Understand what you’re investing in
It’s crucial to understand exactly what you’re investing in, just like with any other investment. There are literally thousands of digital currencies available, each with different purposes and functions, and new cryptocurrencies are being created daily. Unlike stocks, where companies drive returns for you by growing their profits, many crypto assets have to rely on the market becoming more confident and optimistic for you to benefit.
There are well-known cryptocurrencies, as well as some you may have yet to hear of. Several cryptocurrencies govern others, like Bitcoin, Ethereum, BNB, etc. If you want to avoid the risk of investing in a digital currency you’re unfamiliar with, a piece of good advice would be to buy Ethereum. Take note: Ethereum, too, is a volatile asset, so figure out how much you can comfortably afford to invest. If you see that your asset value drops, you may be in a bull market. Wait for the bear market to come and see how much the price will rise then.
Use common sense
There are several crypto investment strategies. It would be best to be realistic when you commit to one. Some internet users endorse the Rupee Cost Averaging approach, which means you buy a specific amount of crypto at regular intervals. You may not even look at the price; you simply purchase it to accumulate for investment purposes.
Say you like the long-term perspective of Ethereum. On some coin exchanges, you can set up a schedule to buy the cryptocurrency every month, like a subscription. However, this isn’t good risk management, so don’t freak out if the value of the digital asset you’ve committed to decreases.
Here are three other types of popular crypto investment strategies:
- Balanced Portfolio. If you want to buy more than two cryptocurrencies, you can split the amount of money you want to invest into equal parts. It exposes you to a few currencies with the highest possibility of success at a reasonable price. However, remember that this strategy keeps you from maximising the investment in the currency that will outperform the rest.
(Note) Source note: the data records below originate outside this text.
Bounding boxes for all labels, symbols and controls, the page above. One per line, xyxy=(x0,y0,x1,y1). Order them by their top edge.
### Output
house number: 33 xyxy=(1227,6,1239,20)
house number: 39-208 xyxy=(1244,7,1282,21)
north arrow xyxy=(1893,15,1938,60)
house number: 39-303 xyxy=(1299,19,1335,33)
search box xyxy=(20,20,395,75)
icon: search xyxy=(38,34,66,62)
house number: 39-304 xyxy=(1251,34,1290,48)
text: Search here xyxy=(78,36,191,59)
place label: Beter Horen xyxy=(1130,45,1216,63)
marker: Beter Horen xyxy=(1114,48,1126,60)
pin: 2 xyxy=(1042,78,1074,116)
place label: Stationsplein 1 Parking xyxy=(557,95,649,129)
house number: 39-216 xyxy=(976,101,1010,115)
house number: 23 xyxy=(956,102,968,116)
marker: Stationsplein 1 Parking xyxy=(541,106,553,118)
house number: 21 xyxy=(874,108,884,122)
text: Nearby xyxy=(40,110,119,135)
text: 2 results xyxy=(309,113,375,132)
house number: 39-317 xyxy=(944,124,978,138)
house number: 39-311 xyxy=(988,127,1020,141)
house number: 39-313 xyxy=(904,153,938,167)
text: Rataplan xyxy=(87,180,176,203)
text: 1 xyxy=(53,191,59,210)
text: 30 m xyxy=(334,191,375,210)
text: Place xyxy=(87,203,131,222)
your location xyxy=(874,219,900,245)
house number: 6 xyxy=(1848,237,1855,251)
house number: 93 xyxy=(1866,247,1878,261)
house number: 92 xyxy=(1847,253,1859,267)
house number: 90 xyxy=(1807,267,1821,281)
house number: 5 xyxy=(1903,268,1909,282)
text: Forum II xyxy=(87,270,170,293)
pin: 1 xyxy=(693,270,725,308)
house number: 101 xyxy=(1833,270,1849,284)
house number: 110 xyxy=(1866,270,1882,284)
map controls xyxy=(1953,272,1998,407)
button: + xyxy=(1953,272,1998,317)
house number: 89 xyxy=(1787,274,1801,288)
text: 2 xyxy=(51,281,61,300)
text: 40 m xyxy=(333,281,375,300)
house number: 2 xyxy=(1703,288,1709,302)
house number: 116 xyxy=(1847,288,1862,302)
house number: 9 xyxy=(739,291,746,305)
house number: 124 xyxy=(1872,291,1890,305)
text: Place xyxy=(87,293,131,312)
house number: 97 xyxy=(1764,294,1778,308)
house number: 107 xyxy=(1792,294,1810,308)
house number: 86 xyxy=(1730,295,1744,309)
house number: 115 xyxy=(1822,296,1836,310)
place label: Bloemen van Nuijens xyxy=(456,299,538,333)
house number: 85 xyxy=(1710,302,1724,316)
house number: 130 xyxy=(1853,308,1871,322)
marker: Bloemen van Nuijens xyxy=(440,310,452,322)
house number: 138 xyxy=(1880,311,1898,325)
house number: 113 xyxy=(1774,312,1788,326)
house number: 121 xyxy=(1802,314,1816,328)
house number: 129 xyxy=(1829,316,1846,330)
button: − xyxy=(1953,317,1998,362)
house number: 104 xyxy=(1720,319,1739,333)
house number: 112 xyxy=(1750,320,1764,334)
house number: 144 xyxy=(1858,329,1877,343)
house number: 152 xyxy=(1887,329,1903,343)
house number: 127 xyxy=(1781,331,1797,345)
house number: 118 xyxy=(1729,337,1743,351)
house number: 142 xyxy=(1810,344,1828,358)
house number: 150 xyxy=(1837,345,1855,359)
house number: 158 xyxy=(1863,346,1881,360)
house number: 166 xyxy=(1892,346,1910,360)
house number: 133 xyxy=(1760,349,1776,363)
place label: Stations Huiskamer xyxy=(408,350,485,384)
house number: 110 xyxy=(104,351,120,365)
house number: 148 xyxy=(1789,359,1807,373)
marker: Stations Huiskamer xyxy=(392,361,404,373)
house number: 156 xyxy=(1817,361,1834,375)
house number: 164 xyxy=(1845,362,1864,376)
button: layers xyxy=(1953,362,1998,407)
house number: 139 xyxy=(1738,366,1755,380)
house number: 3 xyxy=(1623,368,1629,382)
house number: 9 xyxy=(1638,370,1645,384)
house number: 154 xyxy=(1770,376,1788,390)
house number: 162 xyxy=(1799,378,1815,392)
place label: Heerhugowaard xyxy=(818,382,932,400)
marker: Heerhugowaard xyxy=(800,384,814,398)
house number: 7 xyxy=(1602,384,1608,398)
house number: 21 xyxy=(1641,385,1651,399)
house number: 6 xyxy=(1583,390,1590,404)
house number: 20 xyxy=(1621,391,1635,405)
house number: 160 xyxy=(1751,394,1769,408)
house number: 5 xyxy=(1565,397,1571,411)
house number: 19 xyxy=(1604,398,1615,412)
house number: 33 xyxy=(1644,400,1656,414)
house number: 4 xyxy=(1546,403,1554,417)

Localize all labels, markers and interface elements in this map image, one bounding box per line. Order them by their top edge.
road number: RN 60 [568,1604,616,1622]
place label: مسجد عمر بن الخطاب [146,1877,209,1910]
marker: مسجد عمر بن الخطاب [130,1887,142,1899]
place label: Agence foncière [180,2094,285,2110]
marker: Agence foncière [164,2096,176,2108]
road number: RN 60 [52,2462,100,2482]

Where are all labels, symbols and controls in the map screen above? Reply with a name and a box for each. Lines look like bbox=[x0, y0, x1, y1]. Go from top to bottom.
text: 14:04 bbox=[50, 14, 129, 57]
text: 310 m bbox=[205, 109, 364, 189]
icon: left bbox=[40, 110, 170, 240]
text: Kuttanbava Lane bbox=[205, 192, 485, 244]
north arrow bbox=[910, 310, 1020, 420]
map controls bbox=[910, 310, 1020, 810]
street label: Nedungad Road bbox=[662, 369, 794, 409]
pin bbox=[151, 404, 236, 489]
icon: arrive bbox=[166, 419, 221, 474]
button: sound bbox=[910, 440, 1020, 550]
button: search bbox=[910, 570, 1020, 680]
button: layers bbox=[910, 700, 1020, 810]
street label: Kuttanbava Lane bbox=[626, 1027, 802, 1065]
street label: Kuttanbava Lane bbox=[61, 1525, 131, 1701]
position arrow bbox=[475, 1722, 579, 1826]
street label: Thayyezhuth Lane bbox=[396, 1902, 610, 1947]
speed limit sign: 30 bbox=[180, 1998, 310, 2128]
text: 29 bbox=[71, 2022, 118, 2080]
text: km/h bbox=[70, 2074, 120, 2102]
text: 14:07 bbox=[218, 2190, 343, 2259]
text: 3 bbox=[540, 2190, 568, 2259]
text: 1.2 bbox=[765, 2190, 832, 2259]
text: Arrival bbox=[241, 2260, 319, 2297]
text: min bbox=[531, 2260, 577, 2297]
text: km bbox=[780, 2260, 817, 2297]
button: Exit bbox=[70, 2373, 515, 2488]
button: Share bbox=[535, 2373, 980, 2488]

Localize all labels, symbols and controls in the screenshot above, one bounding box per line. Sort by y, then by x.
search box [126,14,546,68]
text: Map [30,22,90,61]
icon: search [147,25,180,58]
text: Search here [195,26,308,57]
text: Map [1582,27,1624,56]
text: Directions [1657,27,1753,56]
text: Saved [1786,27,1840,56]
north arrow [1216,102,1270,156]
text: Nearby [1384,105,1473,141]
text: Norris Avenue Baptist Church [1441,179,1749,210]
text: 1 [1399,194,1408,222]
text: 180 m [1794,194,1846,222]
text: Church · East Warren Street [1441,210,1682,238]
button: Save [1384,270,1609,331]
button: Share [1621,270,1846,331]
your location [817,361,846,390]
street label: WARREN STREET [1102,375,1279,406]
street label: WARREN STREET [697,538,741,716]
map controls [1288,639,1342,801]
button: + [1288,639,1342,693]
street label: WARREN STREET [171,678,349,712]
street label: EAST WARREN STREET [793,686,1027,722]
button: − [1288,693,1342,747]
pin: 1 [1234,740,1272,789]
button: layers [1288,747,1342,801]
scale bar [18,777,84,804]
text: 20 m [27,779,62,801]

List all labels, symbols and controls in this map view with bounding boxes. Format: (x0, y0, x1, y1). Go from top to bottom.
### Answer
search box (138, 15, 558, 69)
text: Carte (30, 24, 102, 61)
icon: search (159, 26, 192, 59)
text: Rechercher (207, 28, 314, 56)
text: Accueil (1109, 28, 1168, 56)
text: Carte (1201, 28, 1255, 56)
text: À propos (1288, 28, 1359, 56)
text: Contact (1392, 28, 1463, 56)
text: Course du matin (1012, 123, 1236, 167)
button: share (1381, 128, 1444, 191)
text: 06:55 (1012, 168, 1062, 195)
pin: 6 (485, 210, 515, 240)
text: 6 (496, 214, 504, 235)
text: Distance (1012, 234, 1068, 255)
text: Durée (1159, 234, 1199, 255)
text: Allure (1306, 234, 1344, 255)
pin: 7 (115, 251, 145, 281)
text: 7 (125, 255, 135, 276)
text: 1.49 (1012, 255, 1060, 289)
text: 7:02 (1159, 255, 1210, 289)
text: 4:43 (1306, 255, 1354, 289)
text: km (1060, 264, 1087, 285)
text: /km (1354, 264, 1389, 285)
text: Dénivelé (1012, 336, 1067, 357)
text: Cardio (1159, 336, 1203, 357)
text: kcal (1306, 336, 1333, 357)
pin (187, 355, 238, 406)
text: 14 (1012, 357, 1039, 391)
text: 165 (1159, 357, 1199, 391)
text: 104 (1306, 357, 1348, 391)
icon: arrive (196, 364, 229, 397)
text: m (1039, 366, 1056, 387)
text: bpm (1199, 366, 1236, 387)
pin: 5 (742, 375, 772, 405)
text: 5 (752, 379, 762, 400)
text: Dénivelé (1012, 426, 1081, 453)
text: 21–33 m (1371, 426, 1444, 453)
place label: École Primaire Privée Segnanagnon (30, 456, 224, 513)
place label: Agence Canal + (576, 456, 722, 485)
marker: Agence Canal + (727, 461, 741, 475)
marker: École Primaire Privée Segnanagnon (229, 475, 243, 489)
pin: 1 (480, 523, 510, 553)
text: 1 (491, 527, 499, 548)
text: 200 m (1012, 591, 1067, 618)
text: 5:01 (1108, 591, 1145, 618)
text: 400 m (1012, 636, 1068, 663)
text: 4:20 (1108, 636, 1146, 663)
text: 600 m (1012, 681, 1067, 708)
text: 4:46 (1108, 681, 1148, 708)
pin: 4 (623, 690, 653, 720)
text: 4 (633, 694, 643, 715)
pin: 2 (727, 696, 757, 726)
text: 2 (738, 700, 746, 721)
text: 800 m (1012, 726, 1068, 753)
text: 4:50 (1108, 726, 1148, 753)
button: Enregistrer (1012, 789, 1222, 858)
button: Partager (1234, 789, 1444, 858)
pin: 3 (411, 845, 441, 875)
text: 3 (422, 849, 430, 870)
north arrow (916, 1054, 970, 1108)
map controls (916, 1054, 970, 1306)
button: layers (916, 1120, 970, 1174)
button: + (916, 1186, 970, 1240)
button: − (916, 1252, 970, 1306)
- Unbalanced Portfolio. You could use the Unbalanced Portfolio Strategy if you’re set on some cryptocurrencies and think they’ll skyrocket. This way, you allocate money according to how well you feel each cryptocurrency will perform. Remember that this strategy requires extensive previous research because there’s a chance of getting the allocation wrong and not investing enough in the best-performing cryptocurrency.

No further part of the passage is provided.